Toggle quote (4 lines)
> the issue is that when Shepherd is booting up, i.e. starting from its config file, it calls the start forms without guarding for any possible exceptions. any error propagates up beyond the loop and up until an unwind protect that deletes the socket.
>
> the reason my system seemed fully functional is that my service was pretty much the last one to be started.

Currently (in 0.10.0), the ‘run-daemon’ procedure loads the user’s
config file before listening on /var/run/shepherd/socket. However, if
an exception is thrown from the config file, it stops:

Toggle snippet (16 lines)
$ echo '(error "oops")' > /tmp/conf.scm
$ ./shepherd -I -s sock -c /tmp/conf.scm
Starting service root...
Service root started.
Service root running with value #t.
Service root has been started.
misc-error(#f "~A" ("oops") #f)

Some deprecated features have been used. Set the environment
variable GUILE_WARN_DEPRECATED to "detailed" and rerun the
program to get more information. Set it to "no" to suppress
this message.
$ echo $?
1

Now, while the config file is being evaluated, shepherd does not listen
on its socket, which isn’t great.

This is mitigated by the use of ‘start-in-the-background’ (introduced in
0.9.0) in the config file, which, as the name implies, doesn’t block
further operation.

So I *think* we’re mostly okay now. The one thing we could do is load
the whole config file in a separate fiber, and maybe it’s fine to keep
going even when there’s an error during config file evaluation?

WDYT?

Thanks,
Ludo’.
A
A
Attila Lendvai wrote on 27 May 2023 12:33
shepherd's architecture
(name . Ludovic Courtès)(address . ludo@gnu.org)(address . 53580@debbugs.gnu.org)
Jf0lcTW5Lw4gnNDSPsv037iYNAMvK28S6tL4Zh0FdGp7nnQCgCD_uITYxJ4PFxqKkaS5CUH_7mUucz2tvKVJKdQt2uhizTDQaiJ0Jup2wbs=@lendvai.name
[forked from: bug#53580: /var/run/shepherd/socket is missing on an otherwise functional system]

Toggle quote (7 lines)
> So I think we’re mostly okay now. The one thing we could do is load
> the whole config file in a separate fiber, and maybe it’s fine to keep
> going even when there’s an error during config file evaluation?
>
> WDYT?


i think there's a fundamental issue to be resolved here, and addressing that would implicitly resolve the entire class of issues that this one belongs to.

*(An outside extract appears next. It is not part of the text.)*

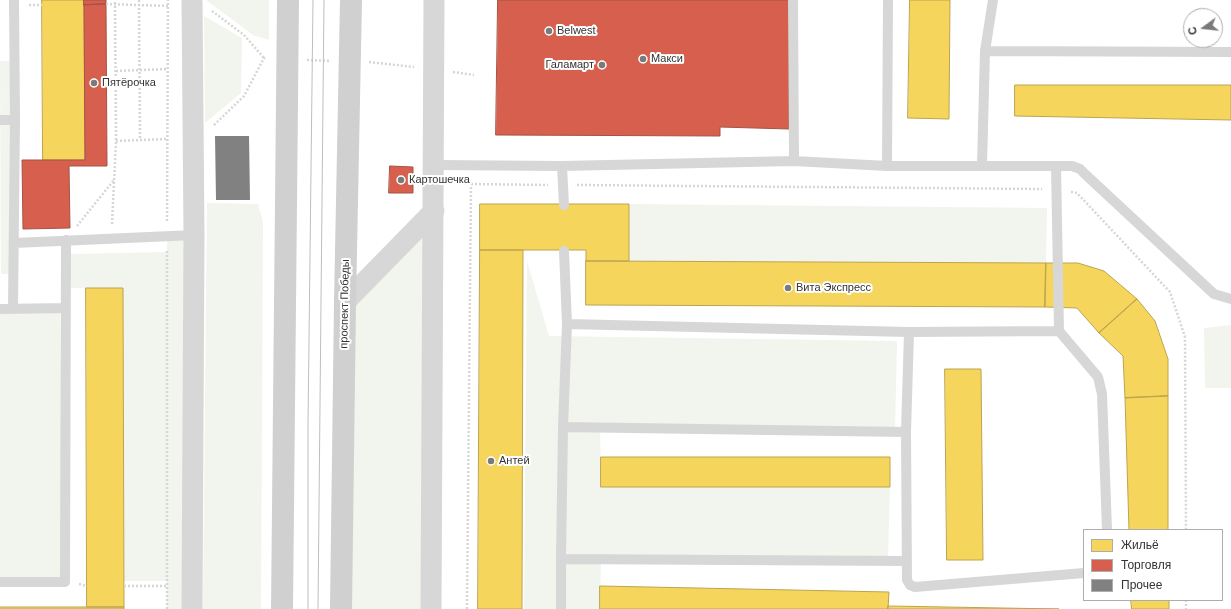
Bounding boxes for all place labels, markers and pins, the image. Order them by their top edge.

guile (shepherd) is run as the init process, and because of that it may not exit or be respawn. but at the same time when we reconfigure a guix system, then shepherd's config should not only be reloaded, but its internal state merged with the new config, and potentially even with an evolved shepherd codebase.

i still lack a proper mental model of all this to succesfully predict what will happen when i `guix system reconfigure` after i `guix pull`-ed my service code, and/or changed the config of my services.

--------

this problem of migration is pretty much a CS research topic...

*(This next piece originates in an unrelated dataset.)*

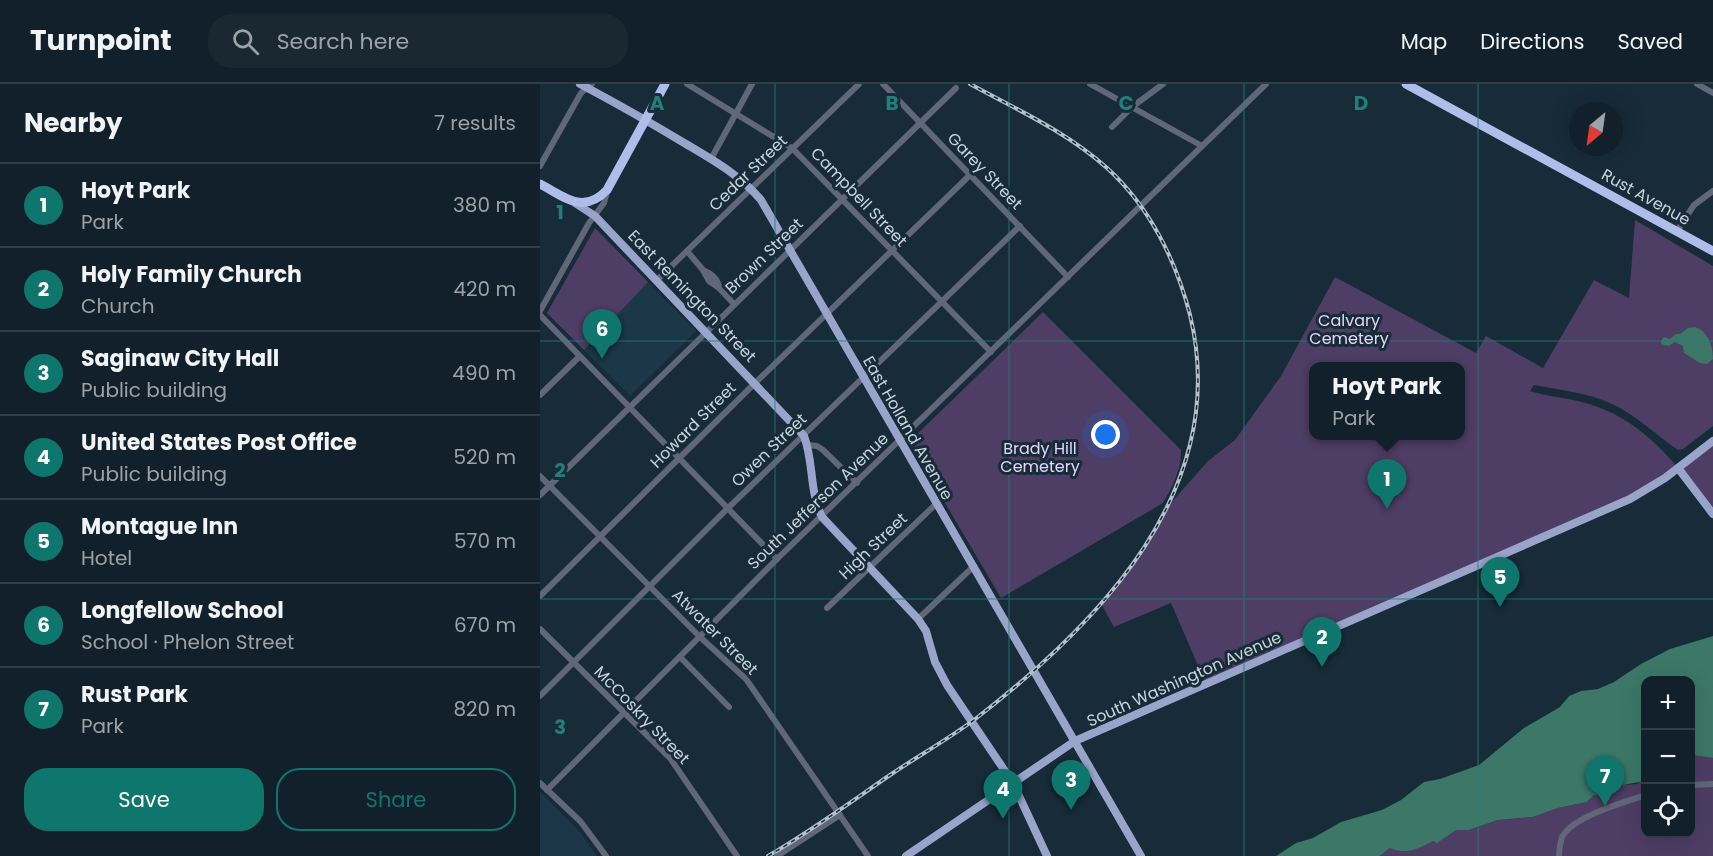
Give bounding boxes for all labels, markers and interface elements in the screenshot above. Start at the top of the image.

ideally, there should be a non-shepherd-specific protocol defined for such migrations, and the new shpeherd codebase could migrate its state from the old to the new, with most of the migration code being automatic. some of it must be hand written as rquired by some semantic changes.

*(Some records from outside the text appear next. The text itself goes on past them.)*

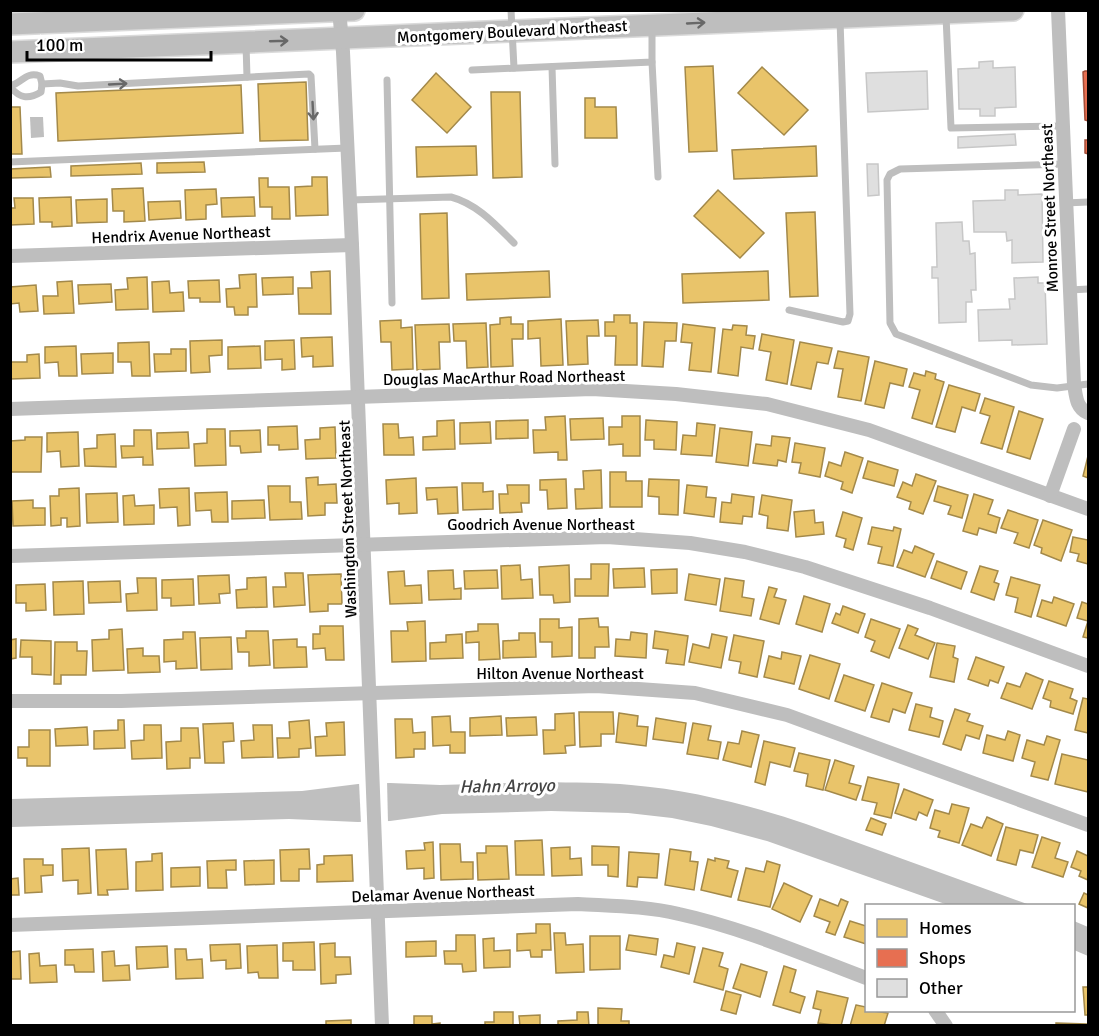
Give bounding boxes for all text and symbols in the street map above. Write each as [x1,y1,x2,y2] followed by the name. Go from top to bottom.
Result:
[396,16,628,48] street label: Montgomery Boulevard Northeast
[686,18,706,29] one-way arrow
[27,24,212,62] scale bar
[36,34,83,56] text: 100 m
[268,36,288,47] one-way arrow
[107,78,127,89] one-way arrow
[308,101,319,121] one-way arrow
[1037,123,1063,293] street label: Monroe Street Northeast
[91,222,271,248] street label: Hendrix Avenue Northeast
[383,366,626,390] street label: Douglas MacArthur Road Northeast
[335,419,361,618] street label: Washington Street Northeast
[447,515,635,535] street label: Goodrich Avenue Northeast
[476,664,644,684] street label: Hilton Avenue Northeast
[459,774,557,798] water label: Hahn Arroyo
[351,881,535,907] street label: Delamar Avenue Northeast
[865,904,1075,1012] legend
[919,917,972,939] text: Homes
[919,947,966,969] text: Shops
[919,977,963,999] text: Other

even more ideally, we should reflexive systems; admit that source code is a graph, and store it as one (as opposed to a string of characters); and our systems should have orthogonal persistency, etc, etc... a far cry from what we have now.

Fare's excellent blog has some visionary thoughts on this, especially in:


but given that we will not have these any time soon... what can we do now?

--------

note: what follows are wild ideas, and i'm not sure i have the necessary understanding of the involved subsystems to properly judge their feasibility... so take them with a pinch of salt.

idea 1
--------

it doesn't seem to be an insurmontable task to make sure that guile can safely unlink a module from its heap, check if there are any references into the module to be dropped, and then reload this module from disk.

the already runing fibers would keep the required code in the heap until after they are stopped/restarted. then the module would get GC'd eventually.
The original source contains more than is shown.